[[ DATASET ENTRIES, beginning ]]
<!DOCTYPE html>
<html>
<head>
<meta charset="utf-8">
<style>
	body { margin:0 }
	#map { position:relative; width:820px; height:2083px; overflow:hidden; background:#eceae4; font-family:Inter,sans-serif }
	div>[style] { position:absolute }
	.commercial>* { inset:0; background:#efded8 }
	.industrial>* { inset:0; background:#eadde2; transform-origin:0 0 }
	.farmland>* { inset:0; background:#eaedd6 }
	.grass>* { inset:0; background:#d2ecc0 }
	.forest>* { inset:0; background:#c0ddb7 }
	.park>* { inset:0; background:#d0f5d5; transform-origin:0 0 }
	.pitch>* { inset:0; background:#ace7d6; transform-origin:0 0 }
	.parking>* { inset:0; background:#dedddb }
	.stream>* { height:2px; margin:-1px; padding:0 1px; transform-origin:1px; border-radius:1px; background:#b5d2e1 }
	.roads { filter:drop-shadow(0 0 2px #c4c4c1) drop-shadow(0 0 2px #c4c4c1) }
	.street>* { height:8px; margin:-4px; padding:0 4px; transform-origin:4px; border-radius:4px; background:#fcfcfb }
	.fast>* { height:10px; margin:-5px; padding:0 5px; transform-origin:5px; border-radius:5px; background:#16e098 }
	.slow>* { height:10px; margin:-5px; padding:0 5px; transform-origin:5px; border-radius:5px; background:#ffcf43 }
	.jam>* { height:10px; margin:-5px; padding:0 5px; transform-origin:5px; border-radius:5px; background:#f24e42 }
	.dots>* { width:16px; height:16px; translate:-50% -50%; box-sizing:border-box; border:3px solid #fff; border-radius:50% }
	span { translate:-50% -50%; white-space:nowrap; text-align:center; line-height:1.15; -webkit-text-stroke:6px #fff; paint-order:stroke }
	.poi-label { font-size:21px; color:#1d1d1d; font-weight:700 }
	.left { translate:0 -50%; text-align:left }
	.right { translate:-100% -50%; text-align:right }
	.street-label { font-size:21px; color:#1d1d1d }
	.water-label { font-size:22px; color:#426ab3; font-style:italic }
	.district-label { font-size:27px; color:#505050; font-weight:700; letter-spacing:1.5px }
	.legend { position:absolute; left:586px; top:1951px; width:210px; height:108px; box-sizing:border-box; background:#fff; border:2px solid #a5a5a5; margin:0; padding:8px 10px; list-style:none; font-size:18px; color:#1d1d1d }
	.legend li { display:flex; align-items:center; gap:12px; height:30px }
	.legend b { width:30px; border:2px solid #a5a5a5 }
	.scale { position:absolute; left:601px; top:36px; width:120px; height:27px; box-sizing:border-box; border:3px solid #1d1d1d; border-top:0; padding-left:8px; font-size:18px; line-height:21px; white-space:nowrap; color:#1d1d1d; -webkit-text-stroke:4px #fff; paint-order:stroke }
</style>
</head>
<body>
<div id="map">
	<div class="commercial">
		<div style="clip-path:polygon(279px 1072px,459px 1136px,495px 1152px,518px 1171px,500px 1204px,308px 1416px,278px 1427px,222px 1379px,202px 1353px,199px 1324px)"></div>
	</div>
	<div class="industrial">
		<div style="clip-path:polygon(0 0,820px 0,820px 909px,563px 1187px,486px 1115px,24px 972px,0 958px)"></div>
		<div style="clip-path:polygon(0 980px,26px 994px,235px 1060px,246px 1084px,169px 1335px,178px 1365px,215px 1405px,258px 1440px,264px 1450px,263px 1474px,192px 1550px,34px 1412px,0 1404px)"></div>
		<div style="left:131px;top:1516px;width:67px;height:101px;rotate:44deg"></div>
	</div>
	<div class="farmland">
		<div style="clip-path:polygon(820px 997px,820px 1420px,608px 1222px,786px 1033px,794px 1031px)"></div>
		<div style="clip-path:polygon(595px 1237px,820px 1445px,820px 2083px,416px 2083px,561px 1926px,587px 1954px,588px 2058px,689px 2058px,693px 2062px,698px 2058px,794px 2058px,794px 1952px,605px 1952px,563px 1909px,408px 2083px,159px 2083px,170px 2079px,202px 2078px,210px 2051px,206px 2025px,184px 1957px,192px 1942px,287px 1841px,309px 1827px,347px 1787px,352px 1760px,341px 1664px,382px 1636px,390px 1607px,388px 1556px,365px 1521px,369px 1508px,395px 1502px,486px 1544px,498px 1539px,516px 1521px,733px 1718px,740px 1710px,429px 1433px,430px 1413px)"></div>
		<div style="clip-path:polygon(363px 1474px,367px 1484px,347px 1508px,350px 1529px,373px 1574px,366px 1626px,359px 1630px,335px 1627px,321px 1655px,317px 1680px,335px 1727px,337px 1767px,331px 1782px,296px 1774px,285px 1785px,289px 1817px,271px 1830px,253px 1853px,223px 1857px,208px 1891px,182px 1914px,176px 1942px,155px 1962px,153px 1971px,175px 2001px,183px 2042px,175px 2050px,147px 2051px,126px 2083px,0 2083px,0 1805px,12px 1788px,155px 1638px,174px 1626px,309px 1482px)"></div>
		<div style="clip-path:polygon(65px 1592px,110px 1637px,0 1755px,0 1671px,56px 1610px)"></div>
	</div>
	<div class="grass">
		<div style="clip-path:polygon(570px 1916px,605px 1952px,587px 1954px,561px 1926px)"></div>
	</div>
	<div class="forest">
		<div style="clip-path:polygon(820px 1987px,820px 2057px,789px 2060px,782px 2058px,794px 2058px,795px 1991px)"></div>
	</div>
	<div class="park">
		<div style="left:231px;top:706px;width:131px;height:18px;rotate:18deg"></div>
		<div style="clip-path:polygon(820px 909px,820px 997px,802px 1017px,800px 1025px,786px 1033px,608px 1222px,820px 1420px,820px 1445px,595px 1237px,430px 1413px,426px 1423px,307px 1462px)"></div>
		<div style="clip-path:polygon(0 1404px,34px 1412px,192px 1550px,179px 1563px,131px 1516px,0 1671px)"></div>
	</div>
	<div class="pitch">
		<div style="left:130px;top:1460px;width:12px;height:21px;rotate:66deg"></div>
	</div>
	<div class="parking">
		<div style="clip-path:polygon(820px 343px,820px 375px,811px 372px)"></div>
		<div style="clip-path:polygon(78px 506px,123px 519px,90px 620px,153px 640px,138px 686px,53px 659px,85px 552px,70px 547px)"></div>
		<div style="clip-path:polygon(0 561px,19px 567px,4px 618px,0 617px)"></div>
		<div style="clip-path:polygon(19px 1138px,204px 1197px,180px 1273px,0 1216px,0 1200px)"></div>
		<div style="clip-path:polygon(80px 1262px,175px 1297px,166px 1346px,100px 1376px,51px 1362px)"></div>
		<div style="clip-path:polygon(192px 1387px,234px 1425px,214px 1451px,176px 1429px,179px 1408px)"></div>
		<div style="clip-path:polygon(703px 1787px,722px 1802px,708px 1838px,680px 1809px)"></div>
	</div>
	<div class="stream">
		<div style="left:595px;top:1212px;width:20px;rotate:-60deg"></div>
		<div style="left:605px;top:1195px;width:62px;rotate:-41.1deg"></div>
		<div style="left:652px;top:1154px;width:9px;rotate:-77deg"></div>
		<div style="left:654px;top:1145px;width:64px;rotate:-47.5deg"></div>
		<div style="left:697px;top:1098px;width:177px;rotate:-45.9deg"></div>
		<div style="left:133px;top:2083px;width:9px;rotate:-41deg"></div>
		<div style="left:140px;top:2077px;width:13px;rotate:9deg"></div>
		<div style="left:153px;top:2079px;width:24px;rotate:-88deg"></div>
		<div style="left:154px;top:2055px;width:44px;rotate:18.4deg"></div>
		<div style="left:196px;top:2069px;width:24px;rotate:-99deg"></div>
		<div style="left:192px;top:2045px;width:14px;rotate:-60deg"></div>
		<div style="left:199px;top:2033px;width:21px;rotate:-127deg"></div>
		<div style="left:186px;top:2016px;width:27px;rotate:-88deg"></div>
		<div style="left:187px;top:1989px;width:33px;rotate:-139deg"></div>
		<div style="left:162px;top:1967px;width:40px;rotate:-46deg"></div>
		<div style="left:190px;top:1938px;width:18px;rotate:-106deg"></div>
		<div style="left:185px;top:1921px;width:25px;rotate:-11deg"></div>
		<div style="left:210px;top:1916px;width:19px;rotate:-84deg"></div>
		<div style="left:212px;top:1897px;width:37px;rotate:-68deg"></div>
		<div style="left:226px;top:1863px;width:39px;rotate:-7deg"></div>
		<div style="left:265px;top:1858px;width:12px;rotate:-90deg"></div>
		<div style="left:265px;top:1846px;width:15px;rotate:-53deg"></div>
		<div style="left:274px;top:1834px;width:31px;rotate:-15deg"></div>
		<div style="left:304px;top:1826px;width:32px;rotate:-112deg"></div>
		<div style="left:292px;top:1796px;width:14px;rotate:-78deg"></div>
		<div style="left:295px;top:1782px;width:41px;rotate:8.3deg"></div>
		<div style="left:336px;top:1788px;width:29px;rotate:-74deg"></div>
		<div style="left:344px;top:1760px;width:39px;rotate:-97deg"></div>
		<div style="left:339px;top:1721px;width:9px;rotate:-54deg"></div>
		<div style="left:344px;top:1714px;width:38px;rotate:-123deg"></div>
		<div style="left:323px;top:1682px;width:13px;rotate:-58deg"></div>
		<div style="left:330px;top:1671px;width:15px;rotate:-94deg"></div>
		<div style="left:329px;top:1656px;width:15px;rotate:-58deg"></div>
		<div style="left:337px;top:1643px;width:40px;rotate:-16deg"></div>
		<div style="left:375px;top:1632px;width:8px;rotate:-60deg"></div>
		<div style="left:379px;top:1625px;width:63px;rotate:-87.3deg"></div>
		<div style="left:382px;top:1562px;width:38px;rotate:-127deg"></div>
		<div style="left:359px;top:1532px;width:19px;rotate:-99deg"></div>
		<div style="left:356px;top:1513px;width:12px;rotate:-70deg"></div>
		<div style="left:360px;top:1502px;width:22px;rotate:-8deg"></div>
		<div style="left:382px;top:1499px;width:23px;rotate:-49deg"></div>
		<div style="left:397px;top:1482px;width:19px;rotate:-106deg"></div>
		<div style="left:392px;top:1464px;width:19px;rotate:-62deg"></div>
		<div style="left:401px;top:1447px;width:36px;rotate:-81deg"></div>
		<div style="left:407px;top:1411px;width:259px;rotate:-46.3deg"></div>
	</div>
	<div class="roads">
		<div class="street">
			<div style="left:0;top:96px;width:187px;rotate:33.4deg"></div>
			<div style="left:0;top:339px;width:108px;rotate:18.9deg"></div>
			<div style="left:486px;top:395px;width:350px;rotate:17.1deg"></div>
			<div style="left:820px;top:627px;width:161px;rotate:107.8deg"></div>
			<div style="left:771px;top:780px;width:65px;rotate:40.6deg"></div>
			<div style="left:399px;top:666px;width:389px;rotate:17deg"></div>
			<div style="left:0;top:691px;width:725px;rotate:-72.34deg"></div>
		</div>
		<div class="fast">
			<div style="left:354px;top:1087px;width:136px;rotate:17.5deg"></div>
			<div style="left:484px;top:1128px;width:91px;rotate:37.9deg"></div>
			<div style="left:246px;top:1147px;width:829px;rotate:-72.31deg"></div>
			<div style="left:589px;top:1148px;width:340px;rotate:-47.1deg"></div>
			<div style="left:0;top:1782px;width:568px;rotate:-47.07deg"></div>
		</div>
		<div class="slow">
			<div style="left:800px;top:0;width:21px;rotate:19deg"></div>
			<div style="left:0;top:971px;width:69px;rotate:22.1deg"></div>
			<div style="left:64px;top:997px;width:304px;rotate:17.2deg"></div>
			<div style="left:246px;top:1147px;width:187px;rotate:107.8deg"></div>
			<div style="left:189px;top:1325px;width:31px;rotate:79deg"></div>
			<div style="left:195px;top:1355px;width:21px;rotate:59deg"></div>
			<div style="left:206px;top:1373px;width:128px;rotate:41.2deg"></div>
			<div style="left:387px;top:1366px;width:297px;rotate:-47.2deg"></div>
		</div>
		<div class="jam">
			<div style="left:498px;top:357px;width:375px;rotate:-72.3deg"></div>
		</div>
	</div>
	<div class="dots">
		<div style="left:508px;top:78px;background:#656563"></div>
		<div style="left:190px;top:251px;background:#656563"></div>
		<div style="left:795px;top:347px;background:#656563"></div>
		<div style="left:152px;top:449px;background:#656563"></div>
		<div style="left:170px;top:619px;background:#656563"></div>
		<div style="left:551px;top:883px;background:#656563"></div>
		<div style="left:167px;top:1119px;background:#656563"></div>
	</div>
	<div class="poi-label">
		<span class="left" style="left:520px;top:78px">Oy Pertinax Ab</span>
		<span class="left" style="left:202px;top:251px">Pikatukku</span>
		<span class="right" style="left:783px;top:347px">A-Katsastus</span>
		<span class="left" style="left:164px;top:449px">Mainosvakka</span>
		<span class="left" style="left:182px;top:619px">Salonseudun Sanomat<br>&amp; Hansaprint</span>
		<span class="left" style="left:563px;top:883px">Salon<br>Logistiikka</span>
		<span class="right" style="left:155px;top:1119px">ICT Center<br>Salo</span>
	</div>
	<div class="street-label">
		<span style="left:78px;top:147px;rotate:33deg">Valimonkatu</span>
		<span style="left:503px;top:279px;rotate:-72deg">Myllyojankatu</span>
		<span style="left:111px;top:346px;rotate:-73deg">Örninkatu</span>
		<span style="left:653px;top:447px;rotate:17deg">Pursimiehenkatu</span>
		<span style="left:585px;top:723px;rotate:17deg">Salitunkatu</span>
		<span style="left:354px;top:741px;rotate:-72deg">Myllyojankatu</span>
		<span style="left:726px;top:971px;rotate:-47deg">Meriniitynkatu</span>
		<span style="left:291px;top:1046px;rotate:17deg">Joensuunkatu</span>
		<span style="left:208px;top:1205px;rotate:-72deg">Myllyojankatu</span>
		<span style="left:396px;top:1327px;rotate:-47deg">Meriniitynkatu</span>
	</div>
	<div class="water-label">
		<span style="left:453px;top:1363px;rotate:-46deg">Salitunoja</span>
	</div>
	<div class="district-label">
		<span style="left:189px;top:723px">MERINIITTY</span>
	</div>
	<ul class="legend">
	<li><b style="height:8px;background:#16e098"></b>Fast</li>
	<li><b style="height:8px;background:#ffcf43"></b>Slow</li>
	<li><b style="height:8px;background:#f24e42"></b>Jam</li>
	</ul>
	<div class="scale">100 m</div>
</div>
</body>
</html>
[[ DATASET ENTRIES, end ]]
▶ ASSIGNED TASK
Once you reach the line with "width:30px; border:2px solid" in the data above, copy it and every line after it exactly, up to and including the line with "0,820px 0,820px 909px,563px".

▶ YOUR SOLUTION
	.legend b { width:30px; border:2px solid #a5a5a5 }
	.scale { position:absolute; left:601px; top:36px; width:120px; height:27px; box-sizing:border-box; border:3px solid #1d1d1d; border-top:0; padding-left:8px; font-size:18px; line-height:21px; white-space:nowrap; color:#1d1d1d; -webkit-text-stroke:4px #fff; paint-order:stroke }
</style>
</head>
<body>
<div id="map">
	<div class="commercial">
		<div style="clip-path:polygon(279px 1072px,459px 1136px,495px 1152px,518px 1171px,500px 1204px,308px 1416px,278px 1427px,222px 1379px,202px 1353px,199px 1324px)"></div>
	</div>
	<div class="industrial">
		<div style="clip-path:polygon(0 0,820px 0,820px 909px,563px 1187px,486px 1115px,24px 972px,0 958px)"></div>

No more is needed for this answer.